OK... I am mildly convinced that this should be part of pacman rather than in a separate tool. But, I do not think it should be part of -Qk or -Qkk. These check that what is listed in the local database is correct. Looking for untracked files is a separate task and should be treated as such. Allan

Jeremy Heiner

2:25 p.m.

I'm using -Qkkk right now (easy hack, minimal footprint), but like the output format that can easily be tweaked. One reason I keep associating this new find untracked feature with the existing '--check's is that they are algorithmic cousins. From the controller (query.c) point of view these 3 features are called in basically identical ways. And from the implementation (check.c) view they all have the same shape (for each file in list call 1 or more predicates). However, I'm definitely not implying that implementation details should dictate user interface. But there seems to be a deeper reason. It's rooted in the use case. Consider what actions the user must do to achieve the goal. At a minimum(*) they must invoke pacman twice. Just -Qk isn't enough because it ignores the mtrees. And just -Qkk checks nothing for packages without an mtree. Am I wrong to think that adding another step is the wrong direction to go to help the user achieve their goal? So I want to advocate for a solution that does all the steps in a single invocation. I don't want to remove the ability to run the steps independently. In fact, I think it makes a lot of sense for the output of the single invocation to be very terse, providing the 10,000 foot view, and the user needs to re-invoke (w/ different args) for more detail on any problems noted in the overview. (*)Are there other steps that should be folded in? My brain is so down in the weeds of the implementation right now that I don't completely trust my view of the trees, much less the forest.

郑文辉(Techlive Zheng)

5:26 p.m.

2013/10/4 Jeremy Heiner <scalaprotractor@gmail.com>:

...

I'm using -Qkkk right now (easy hack, minimal footprint), but like the output format that can easily be tweaked.

One reason I keep associating this new find untracked feature with the existing '--check's is that they are algorithmic cousins. From the controller (query.c) point of view these 3 features are called in basically identical ways. And from the implementation (check.c) view they all have the same shape (for each file in list call 1 or more predicates). However, I'm definitely not implying that implementation details should dictate user interface.

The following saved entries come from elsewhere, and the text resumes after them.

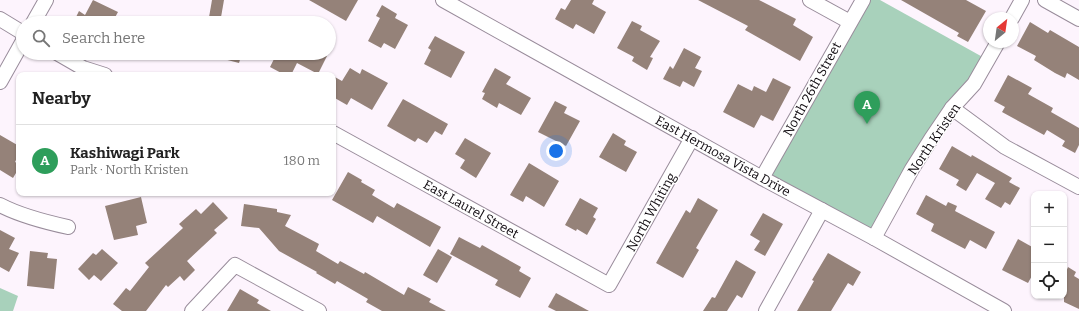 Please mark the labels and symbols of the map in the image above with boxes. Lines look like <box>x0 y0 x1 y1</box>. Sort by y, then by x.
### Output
north arrow <box>983 12 1019 48</box>
street label: North 26th Street <box>780 39 844 139</box>
pin: A <box>854 91 880 124</box>
street label: North Kristen <box>905 100 964 178</box>
street label: East Hermosa Vista Drive <box>653 113 793 199</box>
your location <box>546 141 566 161</box>
street label: North Whiting <box>623 170 679 254</box>
street label: East Laurel Street <box>421 177 521 241</box>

But there seems to be a deeper reason. It's rooted in the use case. Consider what actions the user must do to achieve the goal. At a minimum(*) they must invoke pacman twice. Just -Qk isn't enough because it ignores the mtrees. And just -Qkk checks nothing for packages without an mtree. Am I wrong to think that adding another step is the wrong direction to go to help the user achieve their goal?

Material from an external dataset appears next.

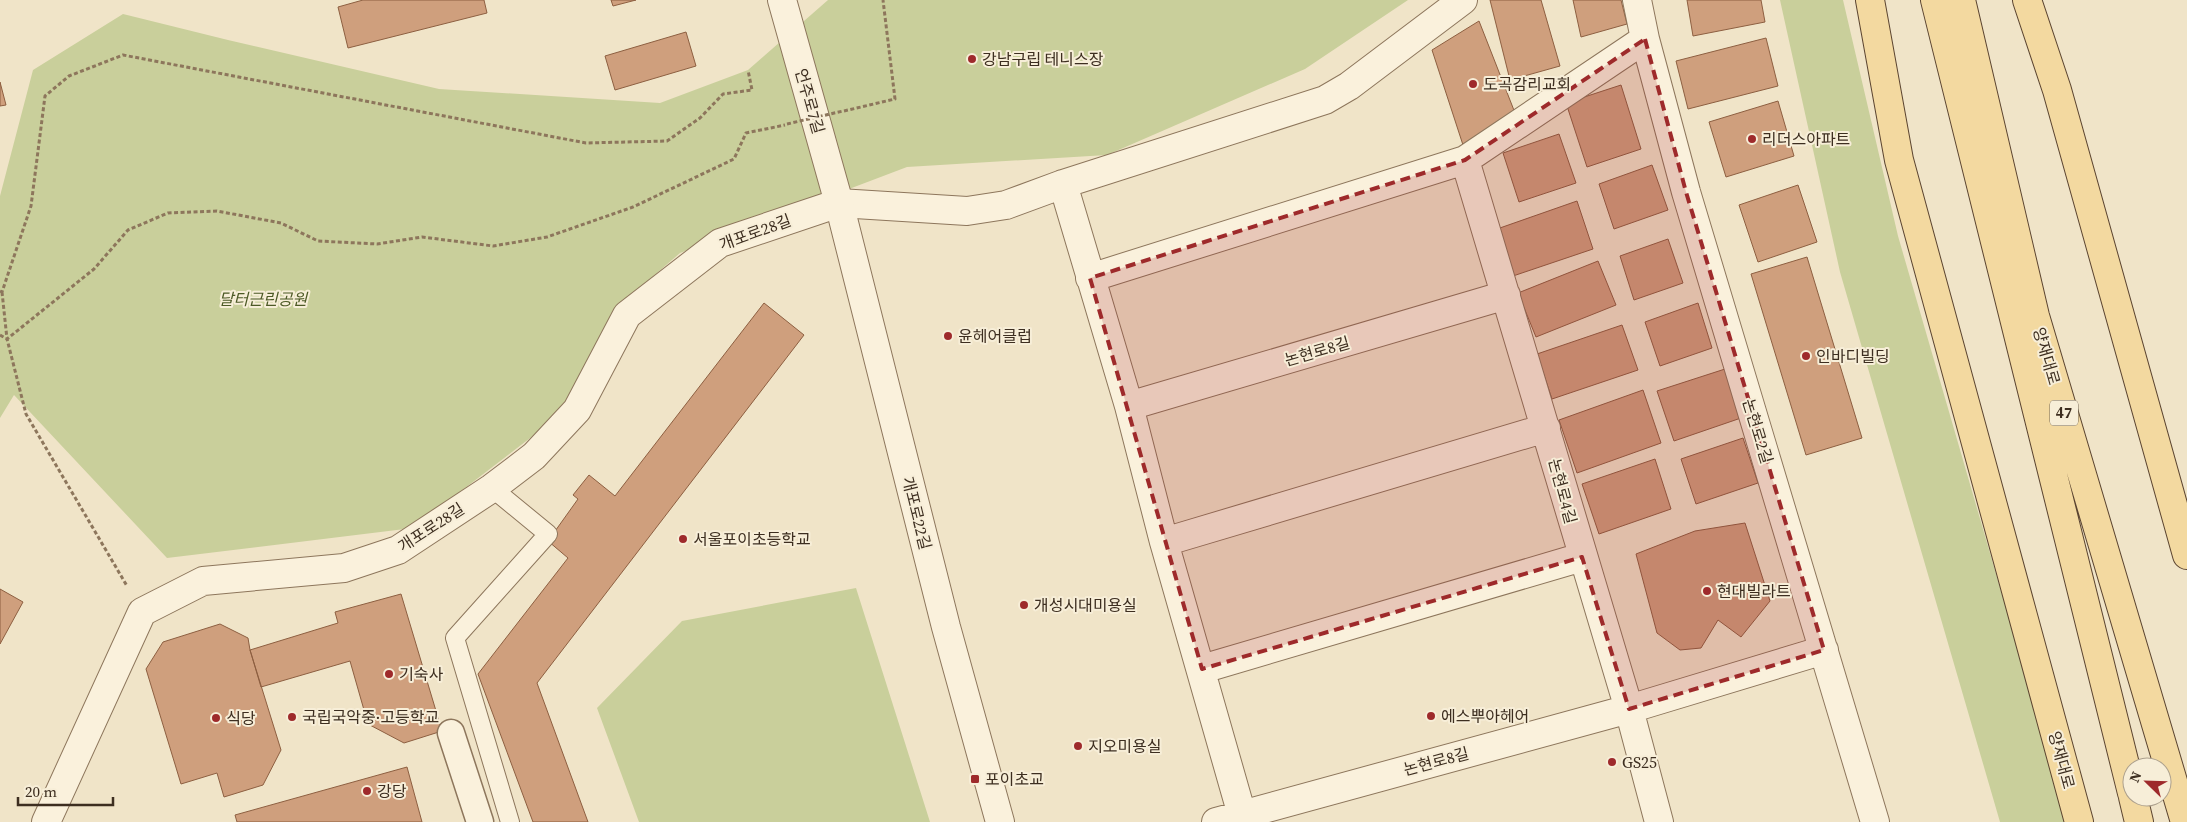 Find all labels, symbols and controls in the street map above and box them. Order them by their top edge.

So I want to advocate for a solution that does all the steps in a single invocation. I don't want to remove the ability to run the steps independently. In fact, I think it makes a lot of sense for the output of the single invocation to be very terse, providing the 10,000 foot view, and the user needs to re-invoke (w/ different args) for more detail on any problems noted in the overview.

(*)Are there other steps that should be folded in? My brain is so down in the weeds of the implementation right now that I don't completely trust my view of the trees, much less the forest.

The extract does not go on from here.